## Task directions
Set down, please, exactly the lines below that run from the line with "651px,141px 656px,134px 719px,51px" to the line with "1232px,281px 1315px,229px 1336px,240px", both lines included.

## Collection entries

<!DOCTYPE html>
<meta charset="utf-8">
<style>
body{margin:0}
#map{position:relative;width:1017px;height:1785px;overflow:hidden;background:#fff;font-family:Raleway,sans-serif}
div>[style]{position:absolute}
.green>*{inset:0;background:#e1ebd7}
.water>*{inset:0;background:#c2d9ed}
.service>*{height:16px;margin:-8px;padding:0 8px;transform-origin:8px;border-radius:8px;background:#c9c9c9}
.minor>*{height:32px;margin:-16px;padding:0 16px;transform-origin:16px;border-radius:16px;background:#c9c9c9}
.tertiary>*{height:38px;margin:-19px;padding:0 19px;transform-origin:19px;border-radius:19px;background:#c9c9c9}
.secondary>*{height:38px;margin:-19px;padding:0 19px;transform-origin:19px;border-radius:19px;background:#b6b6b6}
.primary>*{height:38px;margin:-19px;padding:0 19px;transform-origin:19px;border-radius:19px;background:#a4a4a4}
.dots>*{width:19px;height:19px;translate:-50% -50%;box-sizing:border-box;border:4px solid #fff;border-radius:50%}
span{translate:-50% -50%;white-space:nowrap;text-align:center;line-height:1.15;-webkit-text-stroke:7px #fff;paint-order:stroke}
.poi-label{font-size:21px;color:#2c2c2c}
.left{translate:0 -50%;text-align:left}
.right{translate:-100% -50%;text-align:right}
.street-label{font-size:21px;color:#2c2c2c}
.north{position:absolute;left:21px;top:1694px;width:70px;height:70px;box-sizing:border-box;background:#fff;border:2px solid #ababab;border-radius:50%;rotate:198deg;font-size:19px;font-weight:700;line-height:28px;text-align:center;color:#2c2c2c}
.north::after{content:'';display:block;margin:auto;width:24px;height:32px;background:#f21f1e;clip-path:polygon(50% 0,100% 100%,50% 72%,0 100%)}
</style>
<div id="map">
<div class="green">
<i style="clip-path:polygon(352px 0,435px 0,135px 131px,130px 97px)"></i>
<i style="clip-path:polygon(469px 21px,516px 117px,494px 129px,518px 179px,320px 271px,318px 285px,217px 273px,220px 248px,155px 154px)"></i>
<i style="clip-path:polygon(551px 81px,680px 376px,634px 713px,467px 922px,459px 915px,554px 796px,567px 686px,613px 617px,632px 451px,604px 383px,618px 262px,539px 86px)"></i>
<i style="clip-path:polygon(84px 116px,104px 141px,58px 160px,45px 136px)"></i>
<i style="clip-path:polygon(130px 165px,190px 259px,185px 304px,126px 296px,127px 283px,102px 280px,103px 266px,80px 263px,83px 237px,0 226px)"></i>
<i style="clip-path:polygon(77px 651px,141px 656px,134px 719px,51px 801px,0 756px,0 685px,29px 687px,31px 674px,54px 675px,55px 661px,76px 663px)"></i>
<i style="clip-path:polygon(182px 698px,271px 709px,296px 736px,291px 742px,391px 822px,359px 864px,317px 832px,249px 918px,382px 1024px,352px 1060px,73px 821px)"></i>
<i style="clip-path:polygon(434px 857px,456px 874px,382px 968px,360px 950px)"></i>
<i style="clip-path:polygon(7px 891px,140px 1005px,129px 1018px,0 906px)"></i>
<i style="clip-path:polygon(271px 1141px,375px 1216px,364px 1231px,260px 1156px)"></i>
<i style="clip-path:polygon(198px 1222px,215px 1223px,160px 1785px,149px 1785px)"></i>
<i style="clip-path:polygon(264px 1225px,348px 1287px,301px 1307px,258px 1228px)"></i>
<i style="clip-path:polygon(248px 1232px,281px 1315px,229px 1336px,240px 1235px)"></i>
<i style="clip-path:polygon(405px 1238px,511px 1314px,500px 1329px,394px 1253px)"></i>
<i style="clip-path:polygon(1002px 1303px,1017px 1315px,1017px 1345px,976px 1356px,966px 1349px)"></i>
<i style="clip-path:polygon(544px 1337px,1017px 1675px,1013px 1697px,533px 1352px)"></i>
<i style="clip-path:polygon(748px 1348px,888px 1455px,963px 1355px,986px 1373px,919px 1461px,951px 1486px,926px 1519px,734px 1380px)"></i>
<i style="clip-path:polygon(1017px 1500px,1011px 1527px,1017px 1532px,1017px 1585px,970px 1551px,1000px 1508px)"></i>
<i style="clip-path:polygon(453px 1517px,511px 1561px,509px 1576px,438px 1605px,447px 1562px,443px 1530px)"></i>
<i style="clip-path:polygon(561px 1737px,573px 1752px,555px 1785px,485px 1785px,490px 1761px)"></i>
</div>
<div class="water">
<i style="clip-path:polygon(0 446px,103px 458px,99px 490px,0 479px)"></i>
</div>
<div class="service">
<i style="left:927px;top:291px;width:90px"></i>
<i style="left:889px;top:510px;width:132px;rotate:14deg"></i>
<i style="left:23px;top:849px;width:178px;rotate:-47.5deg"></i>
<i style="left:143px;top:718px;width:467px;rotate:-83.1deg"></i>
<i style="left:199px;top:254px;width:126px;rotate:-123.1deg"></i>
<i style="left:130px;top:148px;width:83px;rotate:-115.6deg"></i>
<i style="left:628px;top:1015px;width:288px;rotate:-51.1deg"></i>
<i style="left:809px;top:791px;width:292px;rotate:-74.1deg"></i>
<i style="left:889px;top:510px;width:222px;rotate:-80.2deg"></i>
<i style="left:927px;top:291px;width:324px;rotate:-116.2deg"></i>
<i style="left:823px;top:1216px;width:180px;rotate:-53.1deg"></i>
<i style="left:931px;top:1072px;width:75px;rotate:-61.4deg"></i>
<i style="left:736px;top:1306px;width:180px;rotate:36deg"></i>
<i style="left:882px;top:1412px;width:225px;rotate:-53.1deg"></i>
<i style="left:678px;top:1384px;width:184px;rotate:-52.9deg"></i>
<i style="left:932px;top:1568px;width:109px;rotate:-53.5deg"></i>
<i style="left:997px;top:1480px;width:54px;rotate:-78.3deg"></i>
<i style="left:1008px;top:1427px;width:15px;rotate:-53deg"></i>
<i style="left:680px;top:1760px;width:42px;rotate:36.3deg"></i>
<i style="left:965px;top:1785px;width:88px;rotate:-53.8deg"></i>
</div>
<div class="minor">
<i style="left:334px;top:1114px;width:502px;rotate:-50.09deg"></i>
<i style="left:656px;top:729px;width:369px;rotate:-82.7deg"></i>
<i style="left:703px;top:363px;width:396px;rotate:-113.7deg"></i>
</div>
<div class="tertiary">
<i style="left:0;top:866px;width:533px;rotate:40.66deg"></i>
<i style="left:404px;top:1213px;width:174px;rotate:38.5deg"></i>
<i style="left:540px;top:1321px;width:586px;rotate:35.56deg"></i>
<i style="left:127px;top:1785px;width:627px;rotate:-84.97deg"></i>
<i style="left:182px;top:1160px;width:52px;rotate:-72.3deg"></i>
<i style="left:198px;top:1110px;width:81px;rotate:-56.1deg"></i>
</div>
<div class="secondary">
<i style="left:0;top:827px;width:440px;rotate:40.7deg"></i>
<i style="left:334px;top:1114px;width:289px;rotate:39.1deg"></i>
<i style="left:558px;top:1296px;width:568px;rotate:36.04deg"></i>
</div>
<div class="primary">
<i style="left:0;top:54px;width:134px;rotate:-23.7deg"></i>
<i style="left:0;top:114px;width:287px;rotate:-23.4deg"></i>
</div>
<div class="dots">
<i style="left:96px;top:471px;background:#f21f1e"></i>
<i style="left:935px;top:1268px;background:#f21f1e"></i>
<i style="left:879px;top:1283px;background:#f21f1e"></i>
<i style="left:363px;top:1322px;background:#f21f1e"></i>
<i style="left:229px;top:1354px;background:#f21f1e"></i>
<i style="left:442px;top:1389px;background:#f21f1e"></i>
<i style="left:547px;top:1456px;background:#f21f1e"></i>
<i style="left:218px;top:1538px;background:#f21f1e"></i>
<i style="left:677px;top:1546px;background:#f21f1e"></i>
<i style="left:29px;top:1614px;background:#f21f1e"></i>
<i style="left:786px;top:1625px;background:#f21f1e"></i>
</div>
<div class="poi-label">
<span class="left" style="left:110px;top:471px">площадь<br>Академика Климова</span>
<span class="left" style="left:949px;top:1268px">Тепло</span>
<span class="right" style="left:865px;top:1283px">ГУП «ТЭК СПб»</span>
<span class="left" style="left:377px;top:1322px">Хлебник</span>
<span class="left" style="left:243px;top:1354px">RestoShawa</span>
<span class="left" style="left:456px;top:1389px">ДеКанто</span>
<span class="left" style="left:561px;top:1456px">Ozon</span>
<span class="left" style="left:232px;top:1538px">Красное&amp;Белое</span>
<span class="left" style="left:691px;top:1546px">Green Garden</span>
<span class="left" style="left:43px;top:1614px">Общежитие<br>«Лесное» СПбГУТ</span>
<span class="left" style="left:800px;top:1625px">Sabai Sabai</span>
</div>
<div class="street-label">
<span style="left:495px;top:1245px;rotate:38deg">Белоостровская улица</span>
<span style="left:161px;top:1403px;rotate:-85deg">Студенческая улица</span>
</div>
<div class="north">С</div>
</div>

## Result
<i style="clip-path:polygon(77px 651px,141px 656px,134px 719px,51px 801px,0 756px,0 685px,29px 687px,31px 674px,54px 675px,55px 661px,76px 663px)"></i>
<i style="clip-path:polygon(182px 698px,271px 709px,296px 736px,291px 742px,391px 822px,359px 864px,317px 832px,249px 918px,382px 1024px,352px 1060px,73px 821px)"></i>
<i style="clip-path:polygon(434px 857px,456px 874px,382px 968px,360px 950px)"></i>
<i style="clip-path:polygon(7px 891px,140px 1005px,129px 1018px,0 906px)"></i>
<i style="clip-path:polygon(271px 1141px,375px 1216px,364px 1231px,260px 1156px)"></i>
<i style="clip-path:polygon(198px 1222px,215px 1223px,160px 1785px,149px 1785px)"></i>
<i style="clip-path:polygon(264px 1225px,348px 1287px,301px 1307px,258px 1228px)"></i>
<i style="clip-path:polygon(248px 1232px,281px 1315px,229px 1336px,240px 1235px)"></i>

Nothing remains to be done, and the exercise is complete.